De Wolf is er bezig „te laten zien hoe het is om jou te zijn, om ‘jezelf te vertellen’”. Voor Rijxman gaat acteren over „de geruststelling en de schok van het gebied dat buiten mezelf valt; het niet-ik”. De Wolf hoopt zichzelf op de vloer te vinden, Rijxman hoopt zichzelf er te verliezen. Tegengestelde motieven, zou je zeggen, maar ook weer niet. Voor beiden is het spelen van levensbelang.
Prettig rafelig
Alledaags verlies is een collage van scènes, prettig rafelig gelaten aan de randen. Vaak zijn ze geestig (een dialoog waarin de twee – ‘hik!’ ‘hak!’ – niet op het woord ‘haiku’ kunnen komen), soms onbeschaamd pathetisch (een in mineur gezongen „tis voorbij, allemaal voorbij”). En soms grijpt een scène je naar de keel. Schitterend is die waarin ze elkaars moeder vertolken. Die van De Wolf weet nog niet zeker of ze de voorstelling gaat bezoeken, zegt ze, want ze begrijpt de voorstellingen van haar zoon nooit zo goed. Door alle monterheid heen voel je de schaamte van de moeder en indirect ook de misschien nog wel pijnlijkere schaamte daar weer over, van de zoon. Er is een scène tussen de kinderen die beide acteurs nooit kregen, ook hier is de toon weer opgetogen en licht, maar met vlak onder de oppervlakte, niet te missen, Rijxmans diepe verdriet erover.
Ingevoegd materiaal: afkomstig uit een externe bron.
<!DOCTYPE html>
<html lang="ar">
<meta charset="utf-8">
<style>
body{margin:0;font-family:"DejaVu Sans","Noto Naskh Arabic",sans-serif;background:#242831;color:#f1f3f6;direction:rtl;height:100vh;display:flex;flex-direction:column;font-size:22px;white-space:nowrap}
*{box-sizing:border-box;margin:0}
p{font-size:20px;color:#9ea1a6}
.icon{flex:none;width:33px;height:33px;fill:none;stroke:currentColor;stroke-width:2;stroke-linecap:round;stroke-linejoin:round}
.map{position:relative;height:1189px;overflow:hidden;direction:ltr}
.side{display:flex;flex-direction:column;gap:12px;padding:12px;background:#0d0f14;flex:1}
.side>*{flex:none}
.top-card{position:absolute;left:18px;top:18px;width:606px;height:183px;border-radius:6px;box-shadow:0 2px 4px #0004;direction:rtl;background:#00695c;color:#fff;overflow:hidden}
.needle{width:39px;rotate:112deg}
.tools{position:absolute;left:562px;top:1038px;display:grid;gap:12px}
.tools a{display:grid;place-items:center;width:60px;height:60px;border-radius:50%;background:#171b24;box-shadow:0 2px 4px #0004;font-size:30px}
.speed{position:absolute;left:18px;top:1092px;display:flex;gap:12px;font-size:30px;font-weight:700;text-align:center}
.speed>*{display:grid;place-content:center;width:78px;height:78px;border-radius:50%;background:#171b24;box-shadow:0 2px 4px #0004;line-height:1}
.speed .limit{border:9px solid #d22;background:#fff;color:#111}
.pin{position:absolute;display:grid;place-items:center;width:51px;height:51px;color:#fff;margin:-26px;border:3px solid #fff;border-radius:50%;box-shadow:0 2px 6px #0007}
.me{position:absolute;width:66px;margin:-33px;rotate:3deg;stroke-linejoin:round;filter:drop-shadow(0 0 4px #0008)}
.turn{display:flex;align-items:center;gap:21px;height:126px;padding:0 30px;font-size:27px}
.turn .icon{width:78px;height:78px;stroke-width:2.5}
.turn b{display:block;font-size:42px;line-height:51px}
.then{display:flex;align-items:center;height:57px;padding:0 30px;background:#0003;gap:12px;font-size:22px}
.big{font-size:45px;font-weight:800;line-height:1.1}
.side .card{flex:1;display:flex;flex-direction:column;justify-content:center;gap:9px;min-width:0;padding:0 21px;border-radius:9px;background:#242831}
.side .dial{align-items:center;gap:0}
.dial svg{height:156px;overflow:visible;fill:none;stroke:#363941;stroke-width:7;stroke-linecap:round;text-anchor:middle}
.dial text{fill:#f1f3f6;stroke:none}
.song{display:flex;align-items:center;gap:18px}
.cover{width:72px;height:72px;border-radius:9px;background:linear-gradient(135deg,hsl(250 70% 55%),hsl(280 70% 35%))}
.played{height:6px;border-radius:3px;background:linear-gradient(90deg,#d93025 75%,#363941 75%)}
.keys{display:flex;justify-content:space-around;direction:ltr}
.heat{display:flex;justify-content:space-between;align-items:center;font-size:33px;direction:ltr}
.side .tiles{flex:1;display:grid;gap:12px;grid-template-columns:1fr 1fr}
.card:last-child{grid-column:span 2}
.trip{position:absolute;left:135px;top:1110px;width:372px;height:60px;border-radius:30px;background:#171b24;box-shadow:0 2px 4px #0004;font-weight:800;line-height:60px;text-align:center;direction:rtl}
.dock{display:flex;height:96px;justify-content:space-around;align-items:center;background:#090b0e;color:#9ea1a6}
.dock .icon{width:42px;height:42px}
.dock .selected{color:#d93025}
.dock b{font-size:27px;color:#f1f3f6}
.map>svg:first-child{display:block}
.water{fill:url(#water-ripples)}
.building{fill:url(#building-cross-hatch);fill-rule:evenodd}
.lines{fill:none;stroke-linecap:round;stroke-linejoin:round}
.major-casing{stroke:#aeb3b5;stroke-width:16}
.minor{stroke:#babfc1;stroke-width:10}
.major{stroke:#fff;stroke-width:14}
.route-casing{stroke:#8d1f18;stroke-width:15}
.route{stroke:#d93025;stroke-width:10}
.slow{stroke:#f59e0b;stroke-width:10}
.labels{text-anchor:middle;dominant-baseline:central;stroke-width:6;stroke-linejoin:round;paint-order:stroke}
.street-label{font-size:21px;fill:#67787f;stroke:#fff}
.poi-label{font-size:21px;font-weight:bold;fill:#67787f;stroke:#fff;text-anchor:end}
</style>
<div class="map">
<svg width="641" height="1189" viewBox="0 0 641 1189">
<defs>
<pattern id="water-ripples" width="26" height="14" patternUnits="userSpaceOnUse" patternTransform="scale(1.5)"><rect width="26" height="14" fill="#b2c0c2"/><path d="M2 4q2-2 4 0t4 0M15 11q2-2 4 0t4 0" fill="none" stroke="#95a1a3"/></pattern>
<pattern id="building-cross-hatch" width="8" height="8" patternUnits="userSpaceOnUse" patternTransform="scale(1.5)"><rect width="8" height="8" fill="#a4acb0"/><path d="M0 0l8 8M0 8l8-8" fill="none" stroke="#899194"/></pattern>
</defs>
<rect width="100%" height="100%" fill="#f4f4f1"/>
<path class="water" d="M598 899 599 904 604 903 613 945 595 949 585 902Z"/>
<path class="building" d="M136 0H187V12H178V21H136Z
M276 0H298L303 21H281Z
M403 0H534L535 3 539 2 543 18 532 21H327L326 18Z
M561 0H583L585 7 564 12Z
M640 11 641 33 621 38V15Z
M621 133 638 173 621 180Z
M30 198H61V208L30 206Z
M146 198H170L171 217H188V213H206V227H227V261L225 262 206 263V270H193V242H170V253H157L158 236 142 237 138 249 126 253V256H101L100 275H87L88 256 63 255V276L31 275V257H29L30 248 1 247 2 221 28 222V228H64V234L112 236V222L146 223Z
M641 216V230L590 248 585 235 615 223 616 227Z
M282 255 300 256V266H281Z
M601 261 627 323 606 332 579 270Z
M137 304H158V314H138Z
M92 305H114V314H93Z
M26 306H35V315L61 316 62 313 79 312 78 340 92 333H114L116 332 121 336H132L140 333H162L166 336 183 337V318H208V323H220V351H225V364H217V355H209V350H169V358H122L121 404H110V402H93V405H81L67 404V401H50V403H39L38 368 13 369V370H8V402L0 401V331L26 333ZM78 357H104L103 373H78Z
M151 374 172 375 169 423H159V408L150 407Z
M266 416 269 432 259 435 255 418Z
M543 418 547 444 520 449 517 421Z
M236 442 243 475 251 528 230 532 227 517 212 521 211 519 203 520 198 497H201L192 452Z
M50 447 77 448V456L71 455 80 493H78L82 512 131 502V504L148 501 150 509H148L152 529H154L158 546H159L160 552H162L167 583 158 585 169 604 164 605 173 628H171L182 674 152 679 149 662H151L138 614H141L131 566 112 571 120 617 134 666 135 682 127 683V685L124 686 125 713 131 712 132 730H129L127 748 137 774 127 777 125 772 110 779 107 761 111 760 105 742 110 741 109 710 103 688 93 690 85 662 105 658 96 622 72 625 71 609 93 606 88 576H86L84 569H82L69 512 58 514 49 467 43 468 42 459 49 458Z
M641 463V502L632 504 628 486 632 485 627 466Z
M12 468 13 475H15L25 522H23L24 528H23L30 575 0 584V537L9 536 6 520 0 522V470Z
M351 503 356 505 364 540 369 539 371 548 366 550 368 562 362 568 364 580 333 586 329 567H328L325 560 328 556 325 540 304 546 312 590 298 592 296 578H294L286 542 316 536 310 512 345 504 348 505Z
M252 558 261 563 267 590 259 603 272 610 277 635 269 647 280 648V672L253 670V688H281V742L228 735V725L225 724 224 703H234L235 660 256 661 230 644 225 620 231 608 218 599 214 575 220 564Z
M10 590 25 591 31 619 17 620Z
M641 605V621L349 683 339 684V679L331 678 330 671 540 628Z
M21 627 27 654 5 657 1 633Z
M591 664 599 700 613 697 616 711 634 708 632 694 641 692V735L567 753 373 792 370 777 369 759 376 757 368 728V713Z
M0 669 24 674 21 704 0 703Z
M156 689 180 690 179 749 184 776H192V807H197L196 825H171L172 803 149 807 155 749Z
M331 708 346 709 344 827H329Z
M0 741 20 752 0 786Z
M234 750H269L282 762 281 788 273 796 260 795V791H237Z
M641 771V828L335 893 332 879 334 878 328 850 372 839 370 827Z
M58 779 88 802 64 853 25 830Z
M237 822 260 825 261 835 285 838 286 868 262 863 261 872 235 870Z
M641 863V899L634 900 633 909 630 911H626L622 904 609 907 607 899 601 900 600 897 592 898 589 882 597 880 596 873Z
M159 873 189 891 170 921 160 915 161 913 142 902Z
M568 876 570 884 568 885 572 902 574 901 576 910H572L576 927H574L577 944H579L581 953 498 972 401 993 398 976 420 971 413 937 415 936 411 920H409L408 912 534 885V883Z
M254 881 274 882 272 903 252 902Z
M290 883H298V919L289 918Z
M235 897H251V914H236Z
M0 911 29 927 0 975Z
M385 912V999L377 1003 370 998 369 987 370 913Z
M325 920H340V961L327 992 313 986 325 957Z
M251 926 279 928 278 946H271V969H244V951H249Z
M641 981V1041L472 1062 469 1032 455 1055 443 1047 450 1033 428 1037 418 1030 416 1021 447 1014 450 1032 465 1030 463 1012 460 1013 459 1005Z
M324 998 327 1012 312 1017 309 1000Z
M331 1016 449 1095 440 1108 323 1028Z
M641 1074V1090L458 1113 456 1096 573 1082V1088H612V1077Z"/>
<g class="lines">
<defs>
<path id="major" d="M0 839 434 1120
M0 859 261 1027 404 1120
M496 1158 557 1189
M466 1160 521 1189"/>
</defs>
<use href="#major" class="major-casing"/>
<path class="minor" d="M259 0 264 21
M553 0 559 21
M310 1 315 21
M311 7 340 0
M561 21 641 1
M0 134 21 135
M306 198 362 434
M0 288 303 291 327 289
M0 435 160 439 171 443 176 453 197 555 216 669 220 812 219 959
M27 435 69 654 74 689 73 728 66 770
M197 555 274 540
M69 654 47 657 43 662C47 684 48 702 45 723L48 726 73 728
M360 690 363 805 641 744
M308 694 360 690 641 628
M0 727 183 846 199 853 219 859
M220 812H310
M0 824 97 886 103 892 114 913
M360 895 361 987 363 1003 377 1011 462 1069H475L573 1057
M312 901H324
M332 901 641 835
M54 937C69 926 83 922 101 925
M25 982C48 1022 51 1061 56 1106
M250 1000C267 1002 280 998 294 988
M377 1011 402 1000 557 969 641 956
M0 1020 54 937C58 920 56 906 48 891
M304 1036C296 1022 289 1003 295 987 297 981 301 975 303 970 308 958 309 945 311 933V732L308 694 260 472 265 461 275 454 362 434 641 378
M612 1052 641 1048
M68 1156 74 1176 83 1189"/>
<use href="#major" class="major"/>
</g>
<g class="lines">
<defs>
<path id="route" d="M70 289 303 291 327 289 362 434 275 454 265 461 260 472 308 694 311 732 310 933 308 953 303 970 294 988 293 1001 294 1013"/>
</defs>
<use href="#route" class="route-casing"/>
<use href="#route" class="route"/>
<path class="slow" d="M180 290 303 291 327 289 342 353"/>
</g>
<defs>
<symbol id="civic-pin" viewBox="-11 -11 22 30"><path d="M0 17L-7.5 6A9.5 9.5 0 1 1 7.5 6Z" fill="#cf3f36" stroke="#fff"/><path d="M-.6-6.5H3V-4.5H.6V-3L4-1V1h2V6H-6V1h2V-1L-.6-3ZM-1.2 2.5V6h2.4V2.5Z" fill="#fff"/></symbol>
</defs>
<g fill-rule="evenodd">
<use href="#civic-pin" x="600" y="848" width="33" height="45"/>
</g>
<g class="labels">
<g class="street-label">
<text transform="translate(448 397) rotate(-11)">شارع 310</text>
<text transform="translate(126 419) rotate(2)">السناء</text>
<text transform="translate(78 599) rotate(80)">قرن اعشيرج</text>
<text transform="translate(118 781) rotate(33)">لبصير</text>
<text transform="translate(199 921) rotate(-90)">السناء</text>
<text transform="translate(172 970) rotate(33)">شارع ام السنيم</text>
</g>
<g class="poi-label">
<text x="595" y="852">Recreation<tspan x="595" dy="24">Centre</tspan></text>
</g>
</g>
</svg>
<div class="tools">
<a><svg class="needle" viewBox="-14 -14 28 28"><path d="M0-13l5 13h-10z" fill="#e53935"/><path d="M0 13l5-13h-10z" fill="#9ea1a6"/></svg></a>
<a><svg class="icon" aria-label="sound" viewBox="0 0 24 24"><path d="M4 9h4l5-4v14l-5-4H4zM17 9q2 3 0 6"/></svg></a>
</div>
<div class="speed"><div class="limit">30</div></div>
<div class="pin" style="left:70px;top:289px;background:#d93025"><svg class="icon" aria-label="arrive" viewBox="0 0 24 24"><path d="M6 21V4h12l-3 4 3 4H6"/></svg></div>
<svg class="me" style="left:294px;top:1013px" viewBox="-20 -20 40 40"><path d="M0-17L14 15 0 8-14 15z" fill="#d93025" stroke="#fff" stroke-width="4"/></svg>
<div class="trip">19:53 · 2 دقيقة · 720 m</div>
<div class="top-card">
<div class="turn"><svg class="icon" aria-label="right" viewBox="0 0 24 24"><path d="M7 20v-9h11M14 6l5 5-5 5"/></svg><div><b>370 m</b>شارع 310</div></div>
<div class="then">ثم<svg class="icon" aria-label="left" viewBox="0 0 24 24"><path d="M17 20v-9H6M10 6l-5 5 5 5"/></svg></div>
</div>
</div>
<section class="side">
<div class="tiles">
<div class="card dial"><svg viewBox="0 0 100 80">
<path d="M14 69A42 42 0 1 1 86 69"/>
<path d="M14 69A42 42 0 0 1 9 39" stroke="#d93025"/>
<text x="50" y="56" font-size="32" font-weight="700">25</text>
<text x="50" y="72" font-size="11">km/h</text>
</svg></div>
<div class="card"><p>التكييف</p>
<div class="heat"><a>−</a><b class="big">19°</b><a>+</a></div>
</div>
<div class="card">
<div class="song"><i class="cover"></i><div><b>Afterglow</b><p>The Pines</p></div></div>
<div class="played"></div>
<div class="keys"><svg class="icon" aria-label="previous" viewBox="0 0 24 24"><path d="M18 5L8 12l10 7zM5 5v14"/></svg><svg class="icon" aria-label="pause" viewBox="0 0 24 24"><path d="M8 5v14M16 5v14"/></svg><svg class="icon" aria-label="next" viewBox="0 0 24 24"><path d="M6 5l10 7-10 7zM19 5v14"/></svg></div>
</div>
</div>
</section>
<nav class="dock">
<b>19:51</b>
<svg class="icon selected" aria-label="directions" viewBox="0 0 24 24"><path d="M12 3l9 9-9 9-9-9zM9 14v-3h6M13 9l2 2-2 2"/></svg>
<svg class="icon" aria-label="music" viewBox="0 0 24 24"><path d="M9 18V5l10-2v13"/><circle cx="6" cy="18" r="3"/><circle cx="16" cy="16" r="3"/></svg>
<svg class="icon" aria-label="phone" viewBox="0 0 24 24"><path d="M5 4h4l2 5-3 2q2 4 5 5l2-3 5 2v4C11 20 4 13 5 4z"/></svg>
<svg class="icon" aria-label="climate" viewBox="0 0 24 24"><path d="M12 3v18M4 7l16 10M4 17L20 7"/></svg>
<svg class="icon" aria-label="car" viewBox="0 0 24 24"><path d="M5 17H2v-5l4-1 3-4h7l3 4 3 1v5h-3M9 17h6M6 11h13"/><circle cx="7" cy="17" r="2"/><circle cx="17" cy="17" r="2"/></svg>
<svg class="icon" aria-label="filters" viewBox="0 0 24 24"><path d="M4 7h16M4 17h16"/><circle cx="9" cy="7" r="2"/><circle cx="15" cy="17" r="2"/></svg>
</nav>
Hoe ga je in hemelsnaam om met je eigen vergankelijkheid? Die universele vertwijfeling is het uiteindelijk waar alle scènes zich een weg omheen banen. Misschien kun je, geconfronteerd met dit soort bodemloze vragen, nog het beste bij haiku-meester Bashō te rade gaan:
„Ach oude vijver / een kikker springt erin / geluid van water.”